- _Assigned task_
In the copy, keep every word of the data below and none of its pictures.

___ Records supplied ___

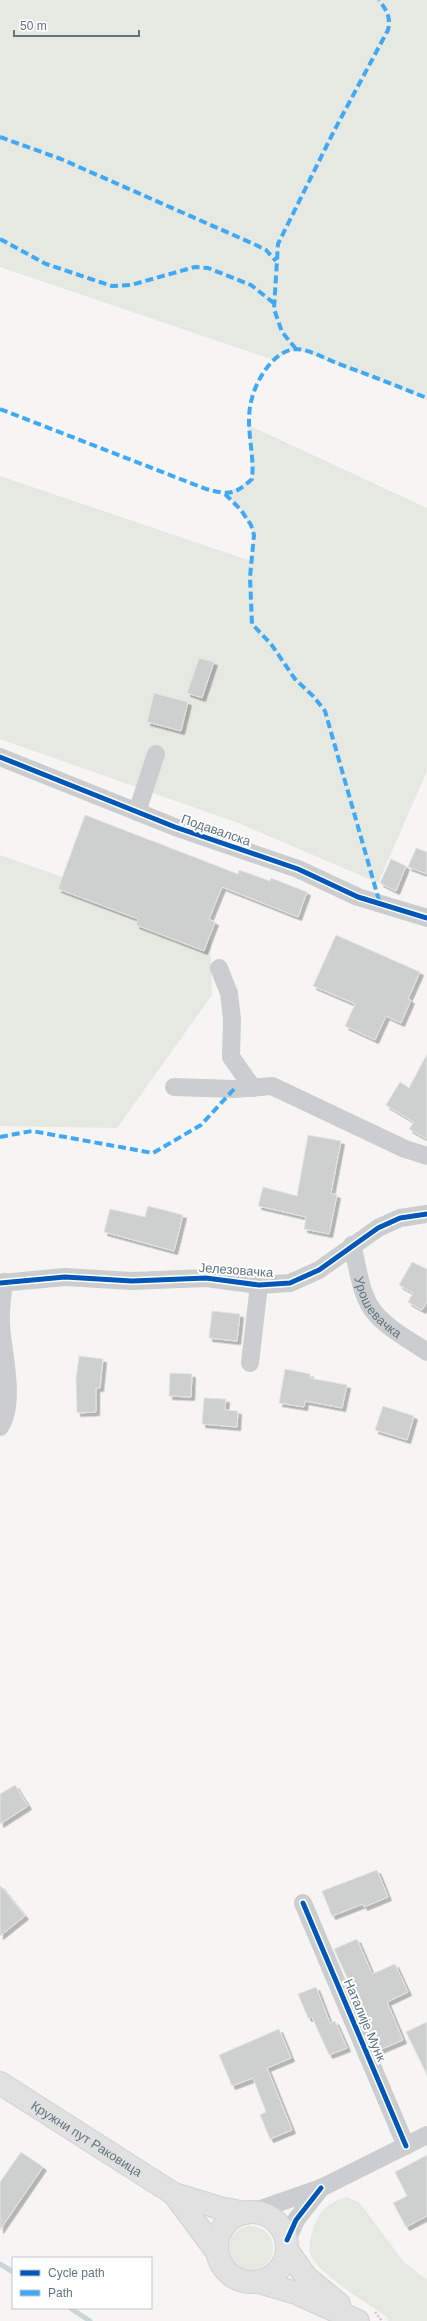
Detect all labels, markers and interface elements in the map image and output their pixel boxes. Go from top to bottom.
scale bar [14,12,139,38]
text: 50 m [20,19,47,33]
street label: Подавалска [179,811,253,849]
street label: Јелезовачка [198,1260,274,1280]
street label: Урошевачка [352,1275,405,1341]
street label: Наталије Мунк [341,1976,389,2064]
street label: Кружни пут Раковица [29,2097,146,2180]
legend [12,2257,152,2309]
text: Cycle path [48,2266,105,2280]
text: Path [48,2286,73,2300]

___

- _Finished task_
Detect all labels, markers and interface elements in the map image and output their pixel boxes. Go from top to bottom.
scale bar [14,12,139,38]
text: 50 m [20,19,47,33]
street label: Подавалска [179,811,253,849]
street label: Јелезовачка [198,1260,274,1280]
street label: Урошевачка [352,1275,405,1341]
street label: Наталије Мунк [341,1976,389,2064]
street label: Кружни пут Раковица [29,2097,146,2180]
legend [12,2257,152,2309]
text: Cycle path [48,2266,105,2280]
text: Path [48,2286,73,2300]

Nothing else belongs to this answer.